I was requested to look into using Apache Spark's MemoryStream to simulate a Kafka stream in a Java Spring Boot service. The documentation / online community is a bit small on this topic so I am seeking aid.
This is my implementation code.
final DataStreamReader kafkaDataStreamReader = kafkaLoader.getStream(sparkSession, options);
final Dataset<Row> df = kafkaDataStreamReader.load();
return df.writeStream().foreachBatch((batch, batchId) -> {
// Process a batch of data received from Kafka
updateData(name, customizerFunction, avroSchema, batch);
- KafkaLoader is a class which, depending on the Profile (it/prod), will configure the Kafka Stream differently. It returns a
DataStreamReaderwhich might be the reason why I'm struggling to create aMemoryStream. - Next, in the writeStream i'm writing to my source destinations.
@Slf4j
@Service
@Profile("it")
public class ItKafkaLoader extends KafkaLoader {
@Autowired
SparkSession sparkSession;
@SneakyThrows
@Override
public DataStreamReader getStream(SparkSession sparkSession, Map<String,Object> options) {
options = Map.of();
MemoryStream<String> stream = null;
try {
stream = new MemoryStream<>(1, sparkSession.sqlContext(), null, Encoders.STRING());
String jsonString = "{..}";
Seq<String> seq = JavaConverters
.collectionAsScalaIterableConverter(List.of(jsonString))
.asScala()
.toSeq();
Offset currentOffset = stream.addData(seq);
stream.commit(currentOffset);
} catch (Exception e){
log.warn("Error creating MemoryStream: ", e);
return new DataStreamReader(sparkSession);
}
Dataset<Row> data = stream.toDF();
log.debug("Stream enabled [t/f]: {}", data.isStreaming());
return data
.sqlContext()
.readStream();
.format("kafka")
.option("kafka.bootstrap.servers", "test-servers")

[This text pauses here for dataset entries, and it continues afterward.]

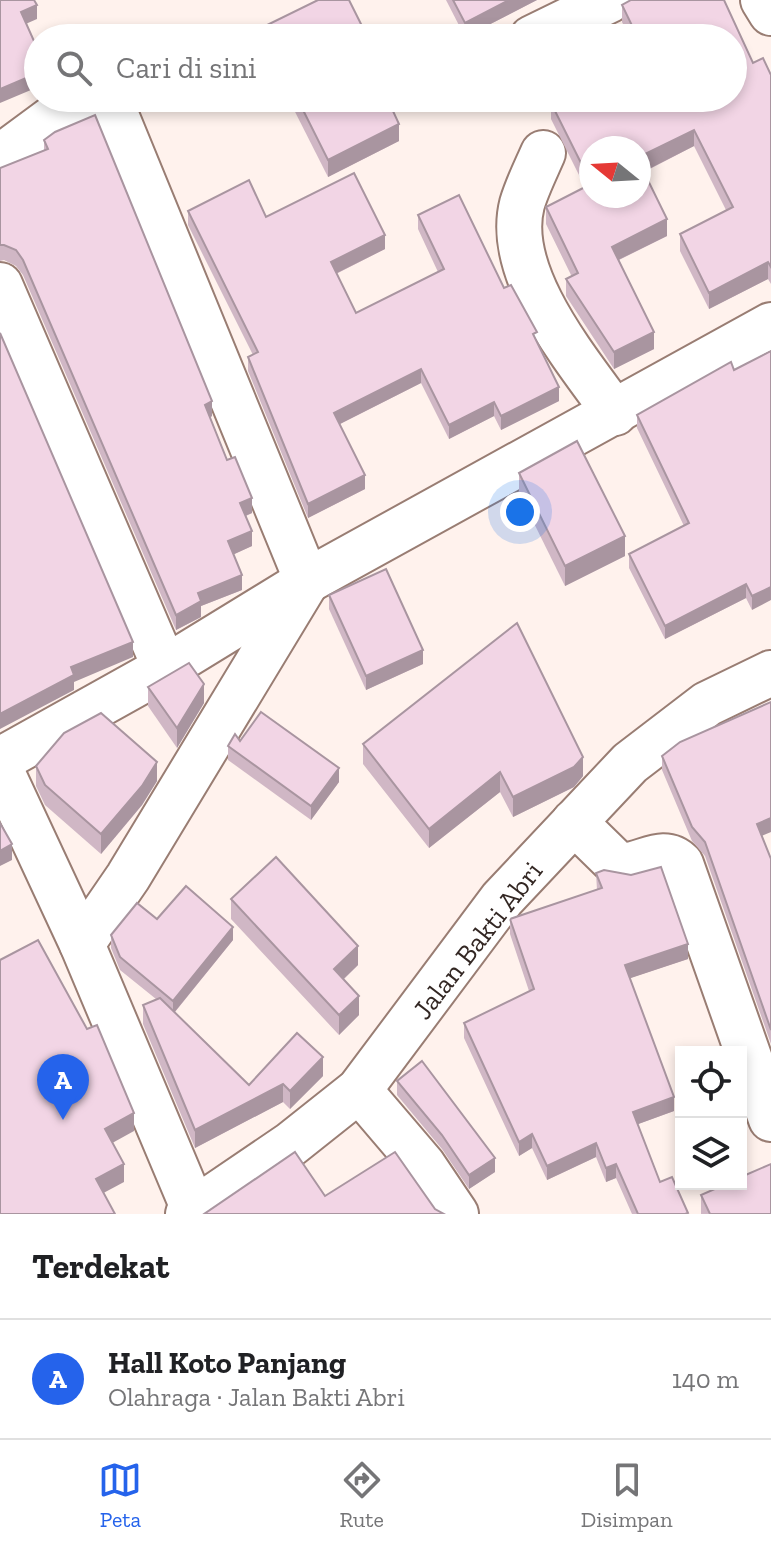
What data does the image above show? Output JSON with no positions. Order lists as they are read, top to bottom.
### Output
{
  "streets": {
    "street": ["Jalan Bakti Abri"]
  },
  "north": "left",
  "page": {
    "search": "Cari di sini",
    "pins": "A",
    "heading": "Terdekat",
    "list": [
      {
        "mark": "A",
        "name": "Hall Koto Panjang",
        "note": "Olahraga · Jalan Bakti Abri",
        "value": "140 m"
      }
    ],
    "nav": ["Peta", "Rute", "Disimpan"]
  }
}
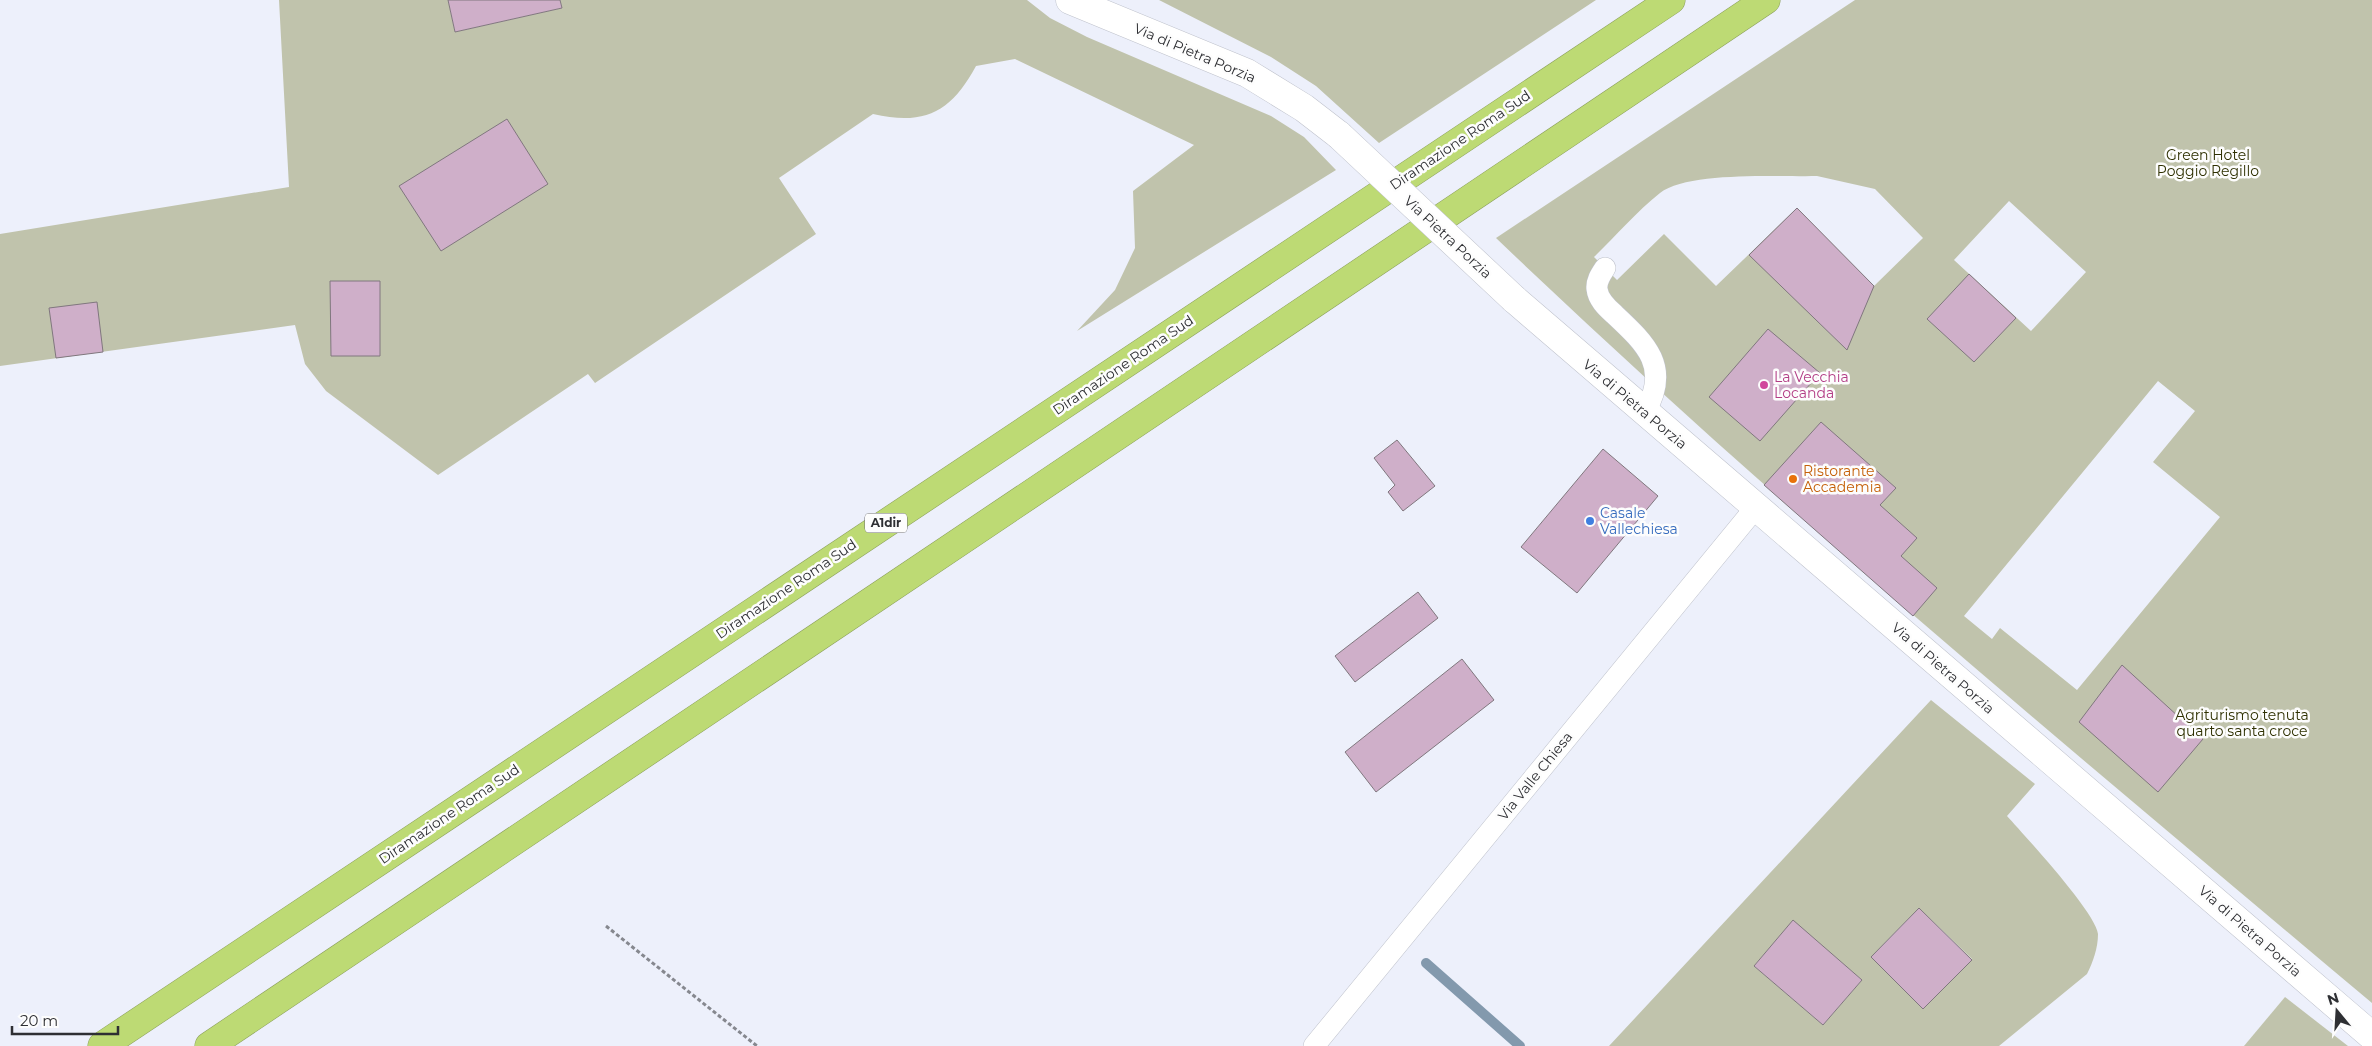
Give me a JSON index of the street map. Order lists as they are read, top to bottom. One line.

.option("subscribe", "test-data");
}
ItKafkaLoader is called when I'm running integration tests, hence ActiveProfiles is set to it here, and is where I'm struggling to create a MemoryStream. Because my implementation code is expecting a returned object of type DataStreamReader I believe I need to call on readStream() since it's of type DataStreamReader? However, when I just try readStream() Spark throws an exception about my path not being defined.
java.lang.IllegalArgumentException: 'path' is not specified
at org.apache.spark.sql.errors.QueryExecutionErrors$.dataPathNotSpecifiedError
When searching this error I tend to see that I need to set my format to Kafka. And then doing this, Spark expects a topic and then a broker. I was hoping that since I was using MemoryStream that Spark would just recognize that this is a dummy Kafka cluster & topic and go about kicking of my simulated Kafka Stream through my MemoryStream. That doesn't happen, and when I run my integration test I get these errors.
- Query [id = 4ebacd71-d..., runId = 1a2c4...] terminated with error
org.apache.kafka.common.KafkaException: Failed to construct kafka consumer
- Invalid url in bootstrap.servers: test-servers
Ideally, I would like to figure out how to fix getStream() in ItKafkaLoader, however I have a slight feeling that i don't understand what MemoryStream is really for and might need to do something different.
Update: I have seen that in newer versions of Spark you can just set the format to memory, however, it appears that my Spark version v2.12 does not support that. I also do not have the green light to upgrade my Spark version.